◆ To do
Could you reproduce all of the records exactly?

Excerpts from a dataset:
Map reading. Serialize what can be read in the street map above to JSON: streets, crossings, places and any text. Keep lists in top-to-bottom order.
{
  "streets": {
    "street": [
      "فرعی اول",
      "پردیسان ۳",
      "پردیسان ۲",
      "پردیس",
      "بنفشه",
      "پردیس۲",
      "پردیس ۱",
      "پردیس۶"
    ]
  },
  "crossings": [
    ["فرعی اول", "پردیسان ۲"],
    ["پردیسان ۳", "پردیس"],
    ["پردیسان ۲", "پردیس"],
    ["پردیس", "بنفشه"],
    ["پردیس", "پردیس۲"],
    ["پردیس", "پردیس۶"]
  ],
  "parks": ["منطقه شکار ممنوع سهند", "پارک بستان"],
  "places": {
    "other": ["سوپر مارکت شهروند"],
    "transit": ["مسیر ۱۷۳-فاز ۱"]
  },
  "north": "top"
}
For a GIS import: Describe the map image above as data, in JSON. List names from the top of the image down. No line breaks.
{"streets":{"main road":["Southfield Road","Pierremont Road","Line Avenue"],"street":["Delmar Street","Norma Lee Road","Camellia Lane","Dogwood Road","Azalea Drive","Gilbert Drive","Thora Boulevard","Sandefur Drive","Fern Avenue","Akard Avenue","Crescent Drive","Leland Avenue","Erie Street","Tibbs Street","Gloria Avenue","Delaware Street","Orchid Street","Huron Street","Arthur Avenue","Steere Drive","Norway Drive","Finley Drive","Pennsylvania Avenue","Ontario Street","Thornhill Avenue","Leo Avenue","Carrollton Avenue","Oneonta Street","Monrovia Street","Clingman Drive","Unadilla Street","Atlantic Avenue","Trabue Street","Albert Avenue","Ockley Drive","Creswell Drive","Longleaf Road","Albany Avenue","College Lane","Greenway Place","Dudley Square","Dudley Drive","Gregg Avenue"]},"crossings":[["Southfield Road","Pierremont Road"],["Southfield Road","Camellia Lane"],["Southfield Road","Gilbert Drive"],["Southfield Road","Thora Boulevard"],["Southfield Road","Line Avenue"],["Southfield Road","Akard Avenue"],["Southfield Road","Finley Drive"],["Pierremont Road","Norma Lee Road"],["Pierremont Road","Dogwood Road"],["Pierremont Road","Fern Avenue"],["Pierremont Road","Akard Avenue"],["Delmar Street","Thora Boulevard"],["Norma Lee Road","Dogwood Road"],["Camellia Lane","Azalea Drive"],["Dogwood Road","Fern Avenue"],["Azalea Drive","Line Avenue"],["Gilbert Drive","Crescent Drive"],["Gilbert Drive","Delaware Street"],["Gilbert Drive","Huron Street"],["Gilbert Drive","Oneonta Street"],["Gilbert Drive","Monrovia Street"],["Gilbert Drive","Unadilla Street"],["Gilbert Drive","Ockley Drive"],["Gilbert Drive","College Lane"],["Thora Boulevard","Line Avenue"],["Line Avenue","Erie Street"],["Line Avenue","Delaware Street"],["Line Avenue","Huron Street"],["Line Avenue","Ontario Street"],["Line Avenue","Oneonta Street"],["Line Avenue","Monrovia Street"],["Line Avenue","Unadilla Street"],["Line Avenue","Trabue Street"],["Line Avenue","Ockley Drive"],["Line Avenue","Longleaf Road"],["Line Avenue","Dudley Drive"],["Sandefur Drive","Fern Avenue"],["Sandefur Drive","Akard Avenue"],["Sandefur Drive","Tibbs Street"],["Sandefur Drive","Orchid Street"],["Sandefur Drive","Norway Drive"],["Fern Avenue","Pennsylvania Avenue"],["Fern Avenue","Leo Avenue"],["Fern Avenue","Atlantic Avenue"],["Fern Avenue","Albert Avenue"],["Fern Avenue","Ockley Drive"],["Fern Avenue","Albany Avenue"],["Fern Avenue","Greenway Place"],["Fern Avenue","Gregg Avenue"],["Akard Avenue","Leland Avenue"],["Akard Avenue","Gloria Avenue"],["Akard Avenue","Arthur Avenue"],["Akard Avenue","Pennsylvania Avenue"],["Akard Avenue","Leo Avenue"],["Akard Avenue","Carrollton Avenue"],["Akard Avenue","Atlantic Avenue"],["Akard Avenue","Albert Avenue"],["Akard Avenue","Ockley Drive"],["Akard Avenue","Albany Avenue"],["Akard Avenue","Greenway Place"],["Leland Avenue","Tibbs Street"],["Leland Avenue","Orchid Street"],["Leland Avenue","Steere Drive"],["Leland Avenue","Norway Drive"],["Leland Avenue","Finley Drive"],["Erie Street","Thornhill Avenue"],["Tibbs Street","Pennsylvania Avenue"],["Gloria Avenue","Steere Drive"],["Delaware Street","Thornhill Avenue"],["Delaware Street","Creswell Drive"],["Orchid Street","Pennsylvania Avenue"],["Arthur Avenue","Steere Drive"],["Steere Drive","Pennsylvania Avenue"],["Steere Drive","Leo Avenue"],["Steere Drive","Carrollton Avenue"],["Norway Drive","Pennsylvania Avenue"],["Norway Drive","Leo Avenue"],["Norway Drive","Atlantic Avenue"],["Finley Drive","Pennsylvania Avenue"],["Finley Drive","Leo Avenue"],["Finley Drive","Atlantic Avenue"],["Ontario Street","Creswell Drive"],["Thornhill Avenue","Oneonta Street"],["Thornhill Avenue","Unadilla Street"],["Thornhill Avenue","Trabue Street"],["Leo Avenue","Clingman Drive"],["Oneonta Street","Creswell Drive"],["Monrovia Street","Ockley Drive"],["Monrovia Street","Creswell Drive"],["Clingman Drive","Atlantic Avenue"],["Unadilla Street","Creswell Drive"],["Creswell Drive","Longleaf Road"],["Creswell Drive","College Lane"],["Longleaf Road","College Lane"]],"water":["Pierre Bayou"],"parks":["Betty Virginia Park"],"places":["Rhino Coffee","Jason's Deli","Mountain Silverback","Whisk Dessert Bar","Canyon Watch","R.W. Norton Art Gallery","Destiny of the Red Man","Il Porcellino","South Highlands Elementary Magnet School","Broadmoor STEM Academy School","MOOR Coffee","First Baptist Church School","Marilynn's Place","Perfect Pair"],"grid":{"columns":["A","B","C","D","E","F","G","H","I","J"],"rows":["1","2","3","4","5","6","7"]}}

◆ Answer
Map reading. Serialize what can be read in the street map above to JSON: streets, crossings, places and any text. Keep lists in top-to-bottom order.
{
  "streets": {
    "street": [
      "فرعی اول",
      "پردیسان ۳",
      "پردیسان ۲",
      "پردیس",
      "بنفشه",
      "پردیس۲",
      "پردیس ۱",
      "پردیس۶"
    ]
  },
  "crossings": [
    ["فرعی اول", "پردیسان ۲"],
    ["پردیسان ۳", "پردیس"],
    ["پردیسان ۲", "پردیس"],
    ["پردیس", "بنفشه"],
    ["پردیس", "پردیس۲"],
    ["پردیس", "پردیس۶"]
  ],
  "parks": ["منطقه شکار ممنوع سهند", "پارک بستان"],
  "places": {
    "other": ["سوپر مارکت شهروند"],
    "transit": ["مسیر ۱۷۳-فاز ۱"]
  },
  "north": "top"
}
For a GIS import: Describe the map image above as data, in JSON. List names from the top of the image down. No line breaks.
{"streets":{"main road":["Southfield Road","Pierremont Road","Line Avenue"],"street":["Delmar Street","Norma Lee Road","Camellia Lane","Dogwood Road","Azalea Drive","Gilbert Drive","Thora Boulevard","Sandefur Drive","Fern Avenue","Akard Avenue","Crescent Drive","Leland Avenue","Erie Street","Tibbs Street","Gloria Avenue","Delaware Street","Orchid Street","Huron Street","Arthur Avenue","Steere Drive","Norway Drive","Finley Drive","Pennsylvania Avenue","Ontario Street","Thornhill Avenue","Leo Avenue","Carrollton Avenue","Oneonta Street","Monrovia Street","Clingman Drive","Unadilla Street","Atlantic Avenue","Trabue Street","Albert Avenue","Ockley Drive","Creswell Drive","Longleaf Road","Albany Avenue","College Lane","Greenway Place","Dudley Square","Dudley Drive","Gregg Avenue"]},"crossings":[["Southfield Road","Pierremont Road"],["Southfield Road","Camellia Lane"],["Southfield Road","Gilbert Drive"],["Southfield Road","Thora Boulevard"],["Southfield Road","Line Avenue"],["Southfield Road","Akard Avenue"],["Southfield Road","Finley Drive"],["Pierremont Road","Norma Lee Road"],["Pierremont Road","Dogwood Road"],["Pierremont Road","Fern Avenue"],["Pierremont Road","Akard Avenue"],["Delmar Street","Thora Boulevard"],["Norma Lee Road","Dogwood Road"],["Camellia Lane","Azalea Drive"],["Dogwood Road","Fern Avenue"],["Azalea Drive","Line Avenue"],["Gilbert Drive","Crescent Drive"],["Gilbert Drive","Delaware Street"],["Gilbert Drive","Huron Street"],["Gilbert Drive","Oneonta Street"],["Gilbert Drive","Monrovia Street"],["Gilbert Drive","Unadilla Street"],["Gilbert Drive","Ockley Drive"],["Gilbert Drive","College Lane"],["Thora Boulevard","Line Avenue"],["Line Avenue","Erie Street"],["Line Avenue","Delaware Street"],["Line Avenue","Huron Street"],["Line Avenue","Ontario Street"],["Line Avenue","Oneonta Street"],["Line Avenue","Monrovia Street"],["Line Avenue","Unadilla Street"],["Line Avenue","Trabue Street"],["Line Avenue","Ockley Drive"],["Line Avenue","Longleaf Road"],["Line Avenue","Dudley Drive"],["Sandefur Drive","Fern Avenue"],["Sandefur Drive","Akard Avenue"],["Sandefur Drive","Tibbs Street"],["Sandefur Drive","Orchid Street"],["Sandefur Drive","Norway Drive"],["Fern Avenue","Pennsylvania Avenue"],["Fern Avenue","Leo Avenue"],["Fern Avenue","Atlantic Avenue"],["Fern Avenue","Albert Avenue"],["Fern Avenue","Ockley Drive"],["Fern Avenue","Albany Avenue"],["Fern Avenue","Greenway Place"],["Fern Avenue","Gregg Avenue"],["Akard Avenue","Leland Avenue"],["Akard Avenue","Gloria Avenue"],["Akard Avenue","Arthur Avenue"],["Akard Avenue","Pennsylvania Avenue"],["Akard Avenue","Leo Avenue"],["Akard Avenue","Carrollton Avenue"],["Akard Avenue","Atlantic Avenue"],["Akard Avenue","Albert Avenue"],["Akard Avenue","Ockley Drive"],["Akard Avenue","Albany Avenue"],["Akard Avenue","Greenway Place"],["Leland Avenue","Tibbs Street"],["Leland Avenue","Orchid Street"],["Leland Avenue","Steere Drive"],["Leland Avenue","Norway Drive"],["Leland Avenue","Finley Drive"],["Erie Street","Thornhill Avenue"],["Tibbs Street","Pennsylvania Avenue"],["Gloria Avenue","Steere Drive"],["Delaware Street","Thornhill Avenue"],["Delaware Street","Creswell Drive"],["Orchid Street","Pennsylvania Avenue"],["Arthur Avenue","Steere Drive"],["Steere Drive","Pennsylvania Avenue"],["Steere Drive","Leo Avenue"],["Steere Drive","Carrollton Avenue"],["Norway Drive","Pennsylvania Avenue"],["Norway Drive","Leo Avenue"],["Norway Drive","Atlantic Avenue"],["Finley Drive","Pennsylvania Avenue"],["Finley Drive","Leo Avenue"],["Finley Drive","Atlantic Avenue"],["Ontario Street","Creswell Drive"],["Thornhill Avenue","Oneonta Street"],["Thornhill Avenue","Unadilla Street"],["Thornhill Avenue","Trabue Street"],["Leo Avenue","Clingman Drive"],["Oneonta Street","Creswell Drive"],["Monrovia Street","Ockley Drive"],["Monrovia Street","Creswell Drive"],["Clingman Drive","Atlantic Avenue"],["Unadilla Street","Creswell Drive"],["Creswell Drive","Longleaf Road"],["Creswell Drive","College Lane"],["Longleaf Road","College Lane"]],"water":["Pierre Bayou"],"parks":["Betty Virginia Park"],"places":["Rhino Coffee","Jason's Deli","Mountain Silverback","Whisk Dessert Bar","Canyon Watch","R.W. Norton Art Gallery","Destiny of the Red Man","Il Porcellino","South Highlands Elementary Magnet School","Broadmoor STEM Academy School","MOOR Coffee","First Baptist Church School","Marilynn's Place","Perfect Pair"],"grid":{"columns":["A","B","C","D","E","F","G","H","I","J"],"rows":["1","2","3","4","5","6","7"]}}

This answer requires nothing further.